• [What the task asks]: Below are records with pictures. Reproduce exactly the lines from the line with "Task: Transcribe the" to the line with "Annotation task. Parse", inclusive, and leave each picture out.

[Data records]
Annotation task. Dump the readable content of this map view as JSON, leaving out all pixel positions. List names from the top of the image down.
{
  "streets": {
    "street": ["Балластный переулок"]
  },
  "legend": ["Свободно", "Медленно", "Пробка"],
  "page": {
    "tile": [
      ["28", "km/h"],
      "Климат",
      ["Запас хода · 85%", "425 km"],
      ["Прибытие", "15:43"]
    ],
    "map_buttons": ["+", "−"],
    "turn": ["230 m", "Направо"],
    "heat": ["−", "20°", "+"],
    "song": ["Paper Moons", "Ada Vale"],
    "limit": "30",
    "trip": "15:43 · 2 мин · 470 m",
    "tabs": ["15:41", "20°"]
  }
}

==

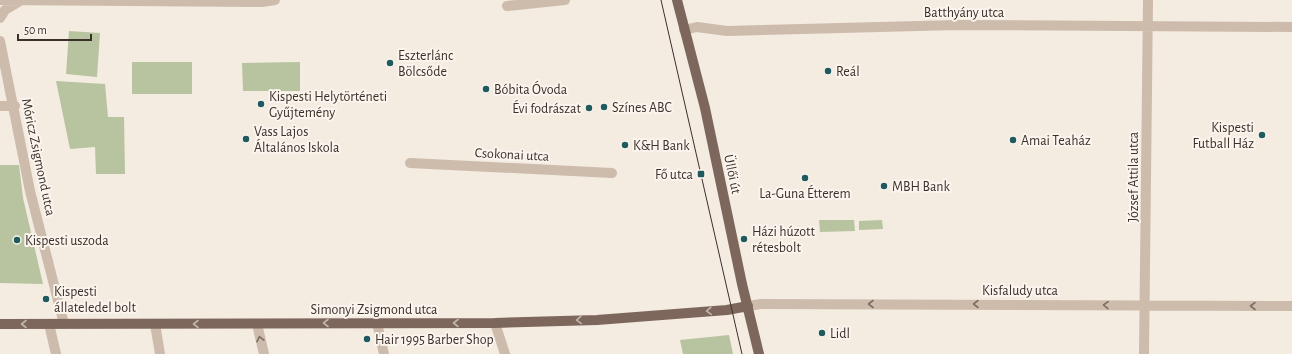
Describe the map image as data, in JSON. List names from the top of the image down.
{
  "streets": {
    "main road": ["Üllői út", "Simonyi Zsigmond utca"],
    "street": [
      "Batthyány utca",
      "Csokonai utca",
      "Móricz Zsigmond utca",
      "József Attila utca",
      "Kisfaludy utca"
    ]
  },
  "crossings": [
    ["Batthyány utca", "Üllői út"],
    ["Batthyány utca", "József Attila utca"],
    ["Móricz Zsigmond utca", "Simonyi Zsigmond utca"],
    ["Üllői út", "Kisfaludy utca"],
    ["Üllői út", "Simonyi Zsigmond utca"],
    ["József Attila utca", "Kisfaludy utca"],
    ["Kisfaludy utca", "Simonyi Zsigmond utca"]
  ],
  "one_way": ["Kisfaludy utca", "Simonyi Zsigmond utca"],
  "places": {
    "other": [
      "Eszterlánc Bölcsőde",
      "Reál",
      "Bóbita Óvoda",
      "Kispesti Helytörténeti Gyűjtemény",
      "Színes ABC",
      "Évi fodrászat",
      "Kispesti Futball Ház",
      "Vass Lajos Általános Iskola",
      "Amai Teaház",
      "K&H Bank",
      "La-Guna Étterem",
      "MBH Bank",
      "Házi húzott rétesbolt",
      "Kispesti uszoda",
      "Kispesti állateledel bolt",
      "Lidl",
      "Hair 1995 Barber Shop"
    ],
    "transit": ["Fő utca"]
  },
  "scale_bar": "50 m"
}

==

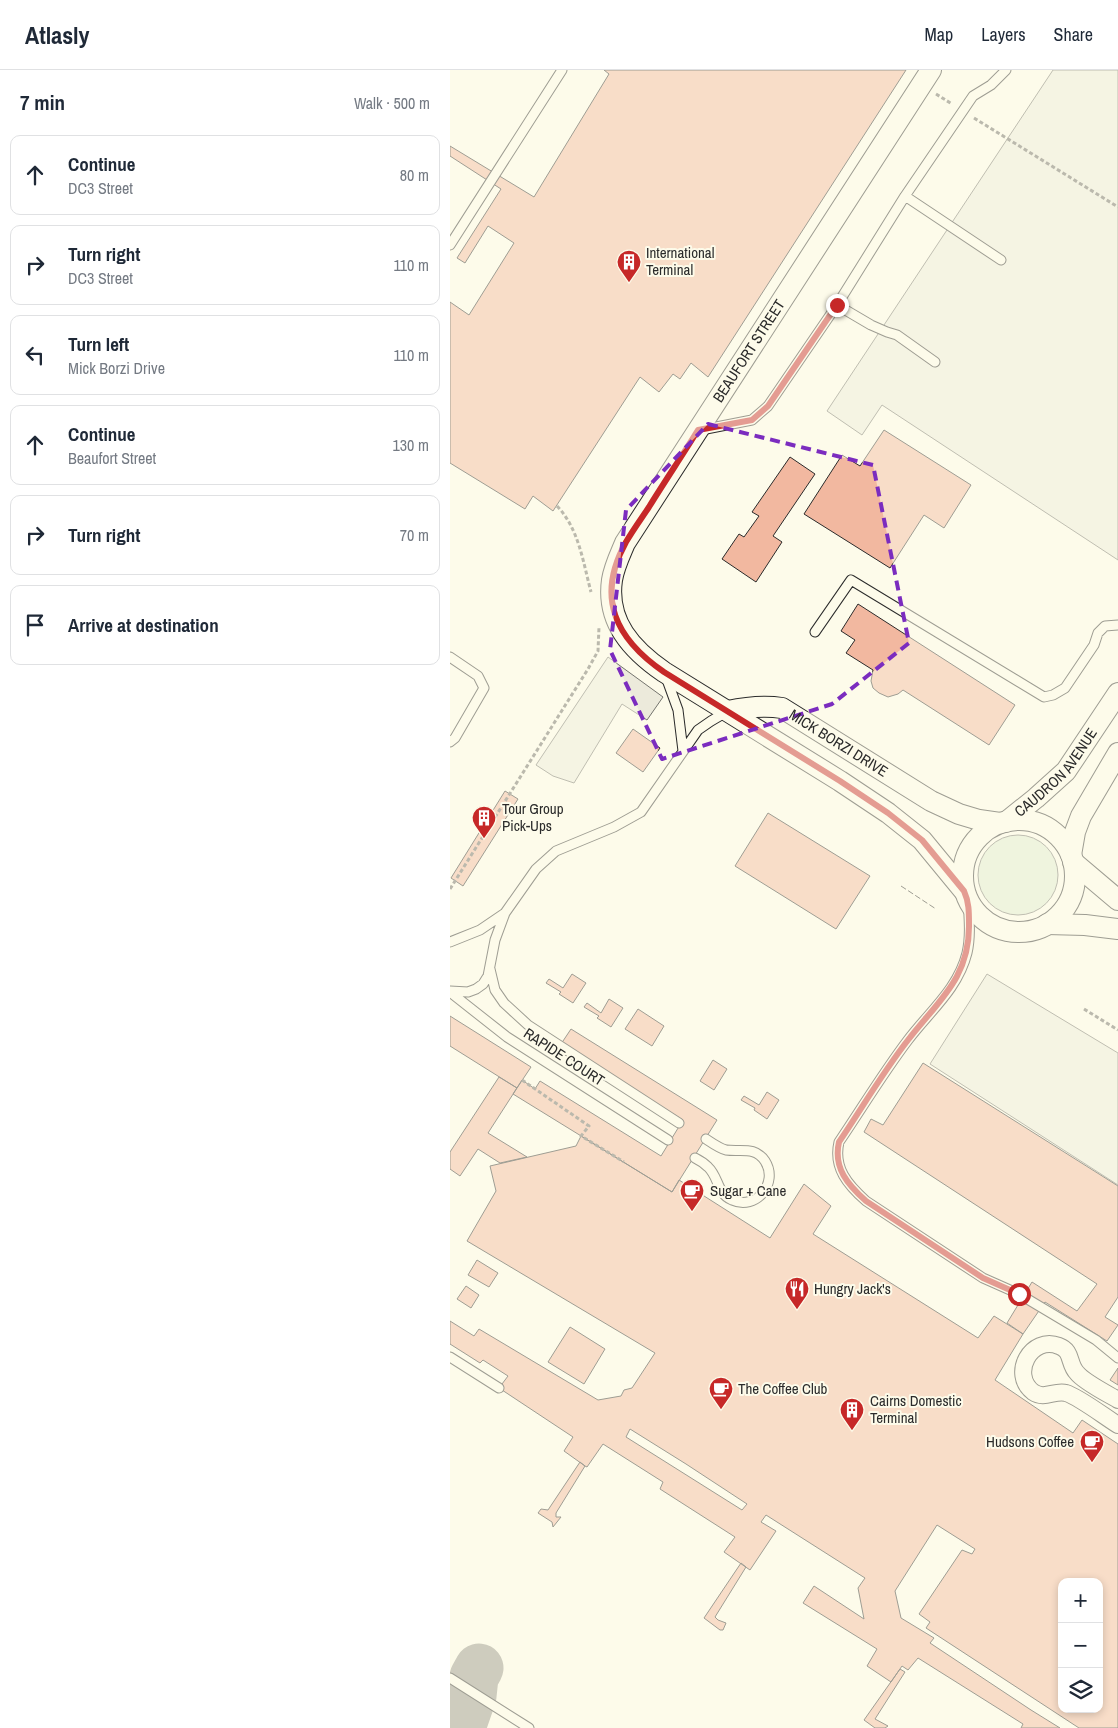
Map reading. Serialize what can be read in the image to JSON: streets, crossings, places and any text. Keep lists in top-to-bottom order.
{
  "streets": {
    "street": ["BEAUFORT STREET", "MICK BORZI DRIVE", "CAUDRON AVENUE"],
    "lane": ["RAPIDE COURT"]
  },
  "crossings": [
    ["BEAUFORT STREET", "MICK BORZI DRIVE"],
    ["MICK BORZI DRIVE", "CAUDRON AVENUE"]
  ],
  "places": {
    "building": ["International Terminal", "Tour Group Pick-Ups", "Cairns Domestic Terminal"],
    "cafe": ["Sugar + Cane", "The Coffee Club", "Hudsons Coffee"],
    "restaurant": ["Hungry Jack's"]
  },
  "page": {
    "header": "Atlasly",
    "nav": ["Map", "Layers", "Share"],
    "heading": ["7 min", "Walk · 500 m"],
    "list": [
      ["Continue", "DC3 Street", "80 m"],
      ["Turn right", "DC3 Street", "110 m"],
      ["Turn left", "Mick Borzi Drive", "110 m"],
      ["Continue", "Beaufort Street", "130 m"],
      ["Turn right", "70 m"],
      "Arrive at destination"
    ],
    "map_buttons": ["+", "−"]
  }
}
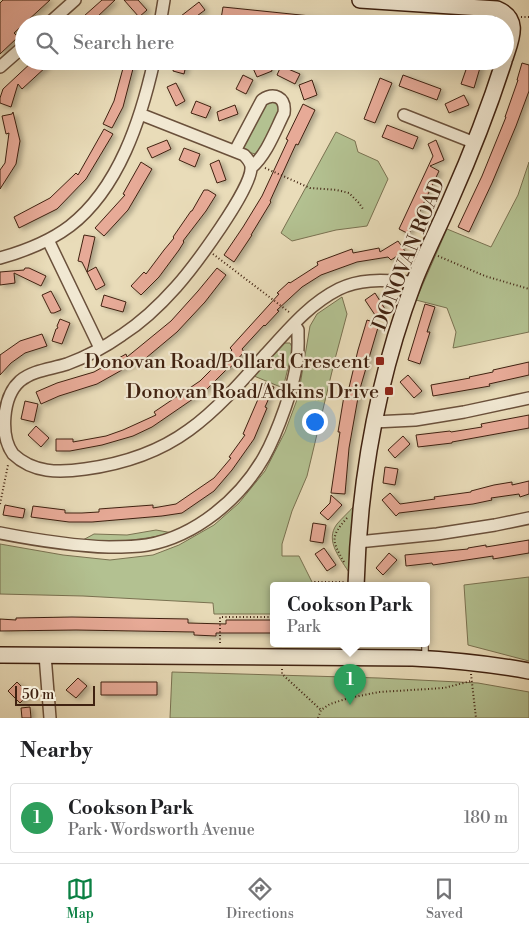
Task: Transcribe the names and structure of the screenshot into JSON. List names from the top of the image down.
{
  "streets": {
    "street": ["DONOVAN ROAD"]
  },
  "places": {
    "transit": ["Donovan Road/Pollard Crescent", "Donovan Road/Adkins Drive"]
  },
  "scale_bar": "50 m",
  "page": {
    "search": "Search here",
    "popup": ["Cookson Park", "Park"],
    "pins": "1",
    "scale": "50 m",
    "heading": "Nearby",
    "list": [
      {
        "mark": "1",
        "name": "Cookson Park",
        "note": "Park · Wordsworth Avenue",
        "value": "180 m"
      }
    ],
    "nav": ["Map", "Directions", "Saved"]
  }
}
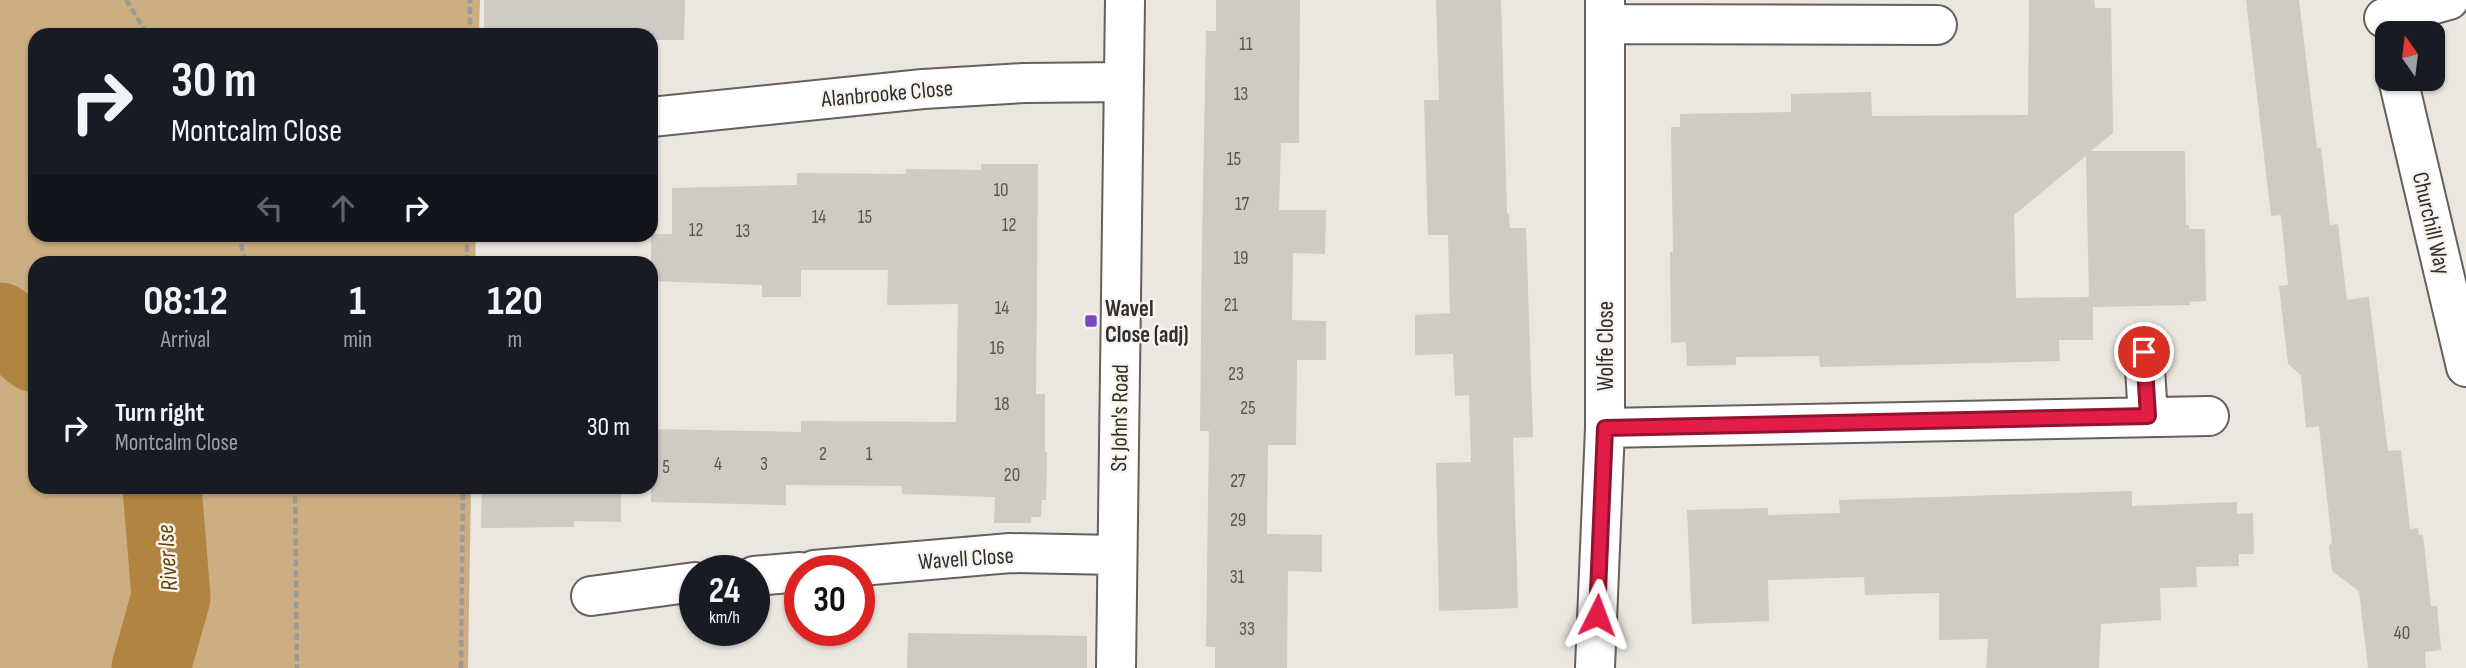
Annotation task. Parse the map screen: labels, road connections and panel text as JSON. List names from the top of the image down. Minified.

• [Written answer]:
Task: Transcribe the names and structure of the screenshot into JSON. List names from the top of the image down.
{
  "streets": {
    "street": ["DONOVAN ROAD"]
  },
  "places": {
    "transit": ["Donovan Road/Pollard Crescent", "Donovan Road/Adkins Drive"]
  },
  "scale_bar": "50 m",
  "page": {
    "search": "Search here",
    "popup": ["Cookson Park", "Park"],
    "pins": "1",
    "scale": "50 m",
    "heading": "Nearby",
    "list": [
      {
        "mark": "1",
        "name": "Cookson Park",
        "note": "Park · Wordsworth Avenue",
        "value": "180 m"
      }
    ],
    "nav": ["Map", "Directions", "Saved"]
  }
}
Annotation task. Parse the map screen: labels, road connections and panel text as JSON. List names from the top of the image down. Minified.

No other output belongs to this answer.